Mostly open-source OCR workflow with Tesseract

cpwrites · October 28, 2014, 7:06am

I thought folks might be interested in my new EagleFiler OCR workflow.

I decided to stop using PDFPen after it removed some functionality to coerce users into a paid “upgrade,” and broke an important file in the process. Getting the open-source Tesseract engine to work is pretty complicated, but fortunately someone wrote a Python script to make it much easier to run Tesseract on multipage PDFs using OSX. All the dependencies can be installed with Homebrew.

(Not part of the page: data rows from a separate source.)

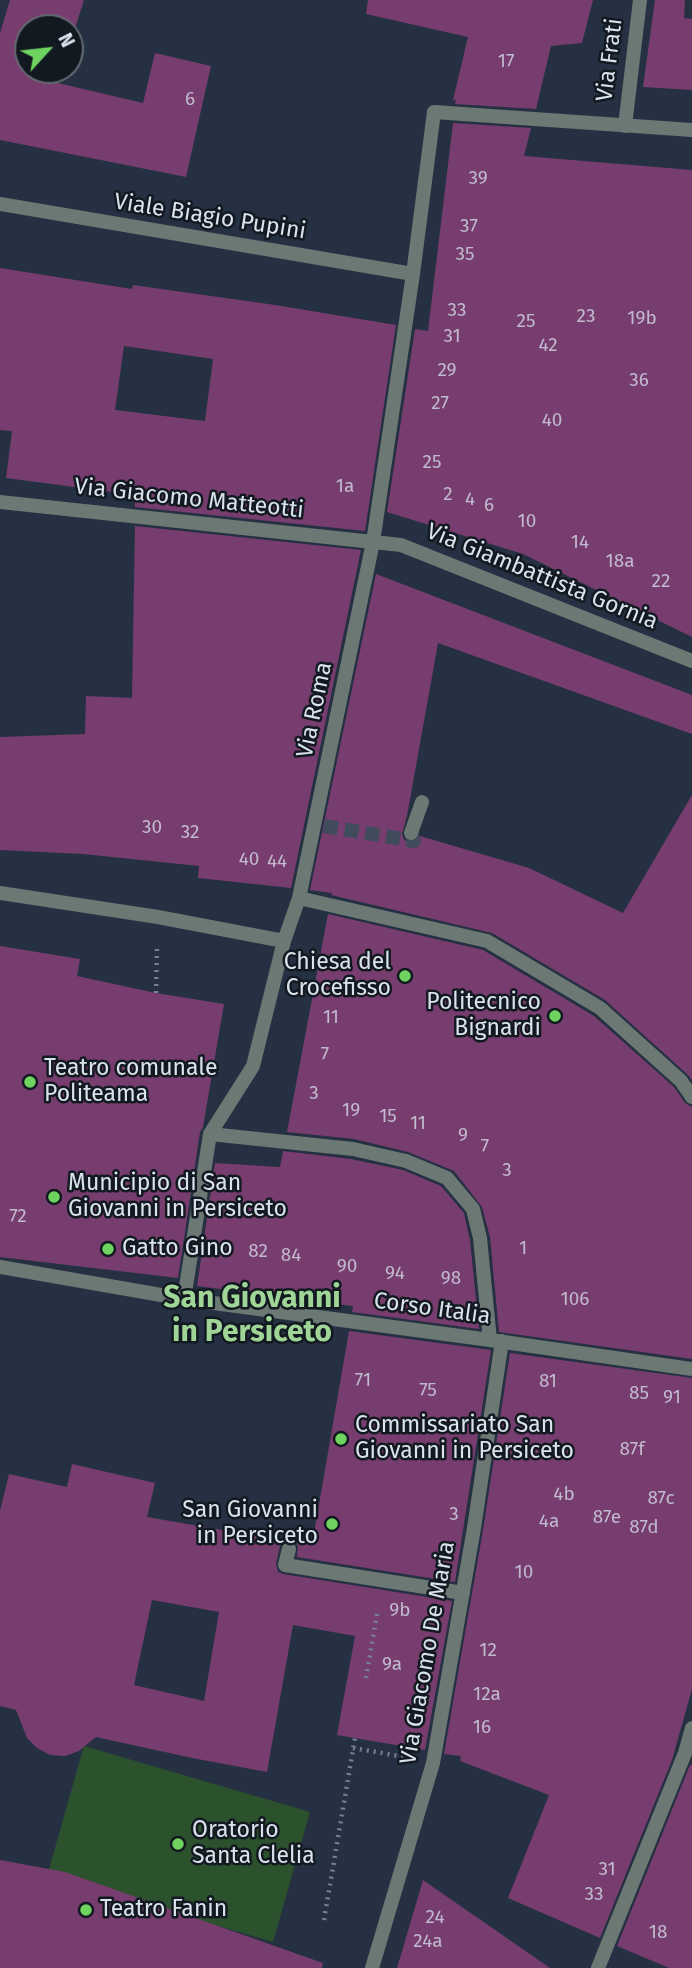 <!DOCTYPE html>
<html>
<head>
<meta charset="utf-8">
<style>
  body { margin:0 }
  #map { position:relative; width:692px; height:1968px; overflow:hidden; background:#253142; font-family:"Fira Sans",sans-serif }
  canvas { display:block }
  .north { position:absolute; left:14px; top:14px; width:70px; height:70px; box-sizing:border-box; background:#131920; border:2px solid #636972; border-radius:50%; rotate:63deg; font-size:19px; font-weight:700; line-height:28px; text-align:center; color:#dae2ed }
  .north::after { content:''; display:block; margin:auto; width:24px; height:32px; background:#6fd360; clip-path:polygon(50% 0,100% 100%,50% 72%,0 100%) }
</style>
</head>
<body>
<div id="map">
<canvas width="692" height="1968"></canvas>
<div class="north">N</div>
</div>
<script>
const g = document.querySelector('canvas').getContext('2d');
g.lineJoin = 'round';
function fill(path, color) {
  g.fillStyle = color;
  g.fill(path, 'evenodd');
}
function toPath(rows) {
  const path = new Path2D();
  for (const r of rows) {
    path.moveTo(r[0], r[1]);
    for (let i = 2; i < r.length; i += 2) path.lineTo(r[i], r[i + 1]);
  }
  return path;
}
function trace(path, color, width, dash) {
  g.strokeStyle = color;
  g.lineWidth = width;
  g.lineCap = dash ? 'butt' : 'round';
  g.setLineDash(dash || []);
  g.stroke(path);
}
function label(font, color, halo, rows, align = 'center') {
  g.font = font + ' "Fira Sans",sans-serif';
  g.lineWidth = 5;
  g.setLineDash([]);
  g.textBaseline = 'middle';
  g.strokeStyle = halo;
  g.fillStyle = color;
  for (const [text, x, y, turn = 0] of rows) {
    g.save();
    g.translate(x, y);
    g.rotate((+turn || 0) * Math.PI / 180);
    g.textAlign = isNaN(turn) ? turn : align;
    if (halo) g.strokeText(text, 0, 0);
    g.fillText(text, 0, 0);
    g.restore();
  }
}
fill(toPath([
  [84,1746,310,1812,273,1942,47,1876]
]), '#2c522d');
fill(toPath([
  [10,0,84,0,70,44,70,28,28,28,28,70,62,70,58,83,143,103,155,53,211,66,186,177,0,140,0,33],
  [368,0,593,0,582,43,551,46,536,109,455,104,456,100,453,100,468,37,366,14],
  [655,0,685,0,684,18,692,19,692,90,643,87],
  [453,123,531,128,524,156,692,170,692,637,523,554,387,512,415,329,428,331],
  [0,268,132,289,133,285,275,305,396,325,365,531,135,507,135,495,6,478,12,431,0,430],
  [124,346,213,359,205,421,115,410],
  [135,526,361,550,291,888,198,878,199,866,83,854,0,850,0,737,85,734,86,696,132,698],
  [376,574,692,695,692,734,438,643,407,816,402,834,404,840,408,842,417,841,420,836,529,868,623,913,692,795,692,1080,687,1074,605,1000,492,933,331,895,332,893,310,890],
  [328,914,483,950,594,1016,674,1087,685,1103,692,1107,692,1359,499,1332,490,1237,482,1207,454,1171,408,1152,354,1139,287,1132],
  [0,946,80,959,77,976,156,993,224,1004,203,1127,200,1132,178,1278,0,1257],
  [283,1151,351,1159,403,1170,441,1186,464,1213,470,1240,479,1329,352,1312,353,1306,197,1286,215,1163,280,1167],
  [349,1331,491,1350,455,1582,297,1557,298,1547,296,1542,312,1545],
  [510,1353,692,1378,692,1689,672,1760,600,1938,508,1898,549,1795,460,1761,461,1756,444,1754,483,1530],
  [72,1464,155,1483,147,1517,285,1541,280,1546,276,1563,278,1572,283,1574,452,1601,425,1750,337,1735,355,1636,293,1625,267,1772,192,1758,96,1737,79,1751,65,1756,50,1755,37,1748,27,1738,16,1710,0,1706,0,1511,9,1474,67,1487],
  [152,1600,219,1612,204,1701,134,1685],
  [690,1765,692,1765,692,1968,669,1968,617,1946],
  [0,1860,65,1872,323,1963,322,1968,0,1968],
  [423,1880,550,1968,397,1968]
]), '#773d6e');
trace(toPath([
  [324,826,414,841,411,833]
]), '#404c5c', 14, [14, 7]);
trace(toPath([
  [156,993,157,946],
  [366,1678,378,1609],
  [353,1748,405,1757],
  [324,1920,355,1738]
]), '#77818f', 4.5, [2, 5]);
trace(toPath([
  [289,1549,285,1565,463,1593]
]), '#6c7873', 14);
trace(toPath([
  [411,833,422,802],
  [0,1267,184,1299,490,1340,480,1238,473,1209,447,1178,406,1161,353,1149,210,1134],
  [184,1299,210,1134,253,1066,284,941]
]), '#6c7873', 14);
trace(toPath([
  [625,126,640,0],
  [0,204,413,274],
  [0,502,401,545,692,661],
  [0,893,158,917,284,941,299,898,373,542,413,274,434,112,692,130],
  [299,898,487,941,600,1008,681,1081,692,1097],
  [490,1340,692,1369],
  [372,1968,433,1763,474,1528,502,1341],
  [598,1968,685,1753,692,1728]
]), '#6c7873', 14);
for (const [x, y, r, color] of [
  [405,976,7,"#6fd360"],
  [555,1016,7,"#6fd360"],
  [30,1082,7,"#6fd360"],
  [54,1197,7,"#6fd360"],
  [108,1249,7,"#6fd360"],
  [341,1439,7,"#6fd360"],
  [332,1524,7,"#6fd360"],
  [178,1844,7,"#6fd360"],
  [86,1910,7,"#6fd360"]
]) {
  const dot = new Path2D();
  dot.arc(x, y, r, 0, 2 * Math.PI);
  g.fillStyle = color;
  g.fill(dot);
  trace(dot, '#131920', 2.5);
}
label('19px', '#c1b9cd', null, [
  ["17",506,62],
  ["6",190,100],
  ["39",478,179],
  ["37",469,227],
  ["35",465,255],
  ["33",457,311],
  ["23",586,317],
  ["19b",642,319],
  ["25",526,322],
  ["31",452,337],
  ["42",548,346],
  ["29",447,371],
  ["36",639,381],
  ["27",440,404],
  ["40",552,421],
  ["25",432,463],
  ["1a",345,487],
  ["2",448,495],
  ["4",470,500],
  ["6",489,506],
  ["10",527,522],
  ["14",580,543],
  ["18a",620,562],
  ["22",661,582],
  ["30",152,828],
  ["32",190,833],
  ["40",249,860],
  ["44",277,862],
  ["11",331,1018],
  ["7",325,1055],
  ["3",314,1094],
  ["19",351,1111],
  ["15",388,1117],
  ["11",418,1124],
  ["9",463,1136],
  ["7",485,1147],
  ["3",507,1171],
  ["72",18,1217],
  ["1",523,1249],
  ["82",258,1252],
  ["84",291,1256],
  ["90",347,1267],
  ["94",395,1274],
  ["98",451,1279],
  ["106",575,1300],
  ["71",363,1381],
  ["81",548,1382],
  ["75",428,1391],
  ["85",639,1394],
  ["91",672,1398],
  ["87f",632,1450],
  ["4b",564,1495],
  ["87c",661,1499],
  ["3",454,1515],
  ["87e",607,1518],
  ["4a",549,1522],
  ["87d",644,1528],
  ["10",524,1573],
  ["9b",400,1611],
  ["12",488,1651],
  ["9a",392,1665],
  ["12a",487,1695],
  ["16",482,1728],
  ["31",607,1870],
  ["33",594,1895],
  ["24",435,1918],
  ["18",658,1933],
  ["24a",428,1942]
]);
label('23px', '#dae2ed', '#131920', [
  ["Via Frati",610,60,-83],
  ["Viale Biagio Pupini",210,217,9],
  ["Via Giacomo Matteotti",189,499,6],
  ["Via Giambattista Gornia",542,577,22],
  ["Via Roma",315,710,-78],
  ["Corso Italia",432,1309,8],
  ["Via Giacomo De Maria",428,1653,-80]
]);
label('23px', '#dae2ed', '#131920', [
  ["Chiesa del",391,963,"right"],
  ["Crocefisso",391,989,"right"],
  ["Politecnico",541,1003,"right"],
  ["Bignardi",541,1029,"right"],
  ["Teatro comunale",44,1069],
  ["Politeama",44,1095],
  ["Municipio di San",68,1184],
  ["Giovanni in Persiceto",68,1210],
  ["Gatto Gino",122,1249],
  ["Commissariato San",355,1426],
  ["Giovanni in Persiceto",355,1452],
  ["San Giovanni",318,1511,"right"],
  ["in Persiceto",318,1537,"right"],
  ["Oratorio",192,1831],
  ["Santa Clelia",192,1857],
  ["Teatro Fanin",100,1910]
], 'left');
label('bold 30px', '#a0d598', '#131920', [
  ["San Giovanni",252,1299],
  ["in Persiceto",252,1333]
]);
</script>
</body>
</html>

https://github.com/virantha/pypdfocr

So:

brew install tesseract
brew install ghostscript
brew install poppler
brew install imagemagick

And then:

pip install pypdfocr

Instead of using the PyPDFOCR folder watch switch, I use Hazel to monitor a folder (~/Downloads/PDF) for new PDFs, then trigger the Python script when it finds one, ie:

pypdfocr $1 -f -c ~/pypdfocr-config.yaml

$1 is the file to be imported. The config.yaml file includes a line like this, to move OCR’d PDFs to my EagleFiler “To Import” folder:

default_folder: "/PATH/TO/EAGLEFILER/LIBRARY/To\ Import\ (Library)/"

It took me a couple of years to arrive at this. Hope others find it useful.

mattm · August 30, 2015, 5:59pm

Great solution

This works really, really well! Thank you.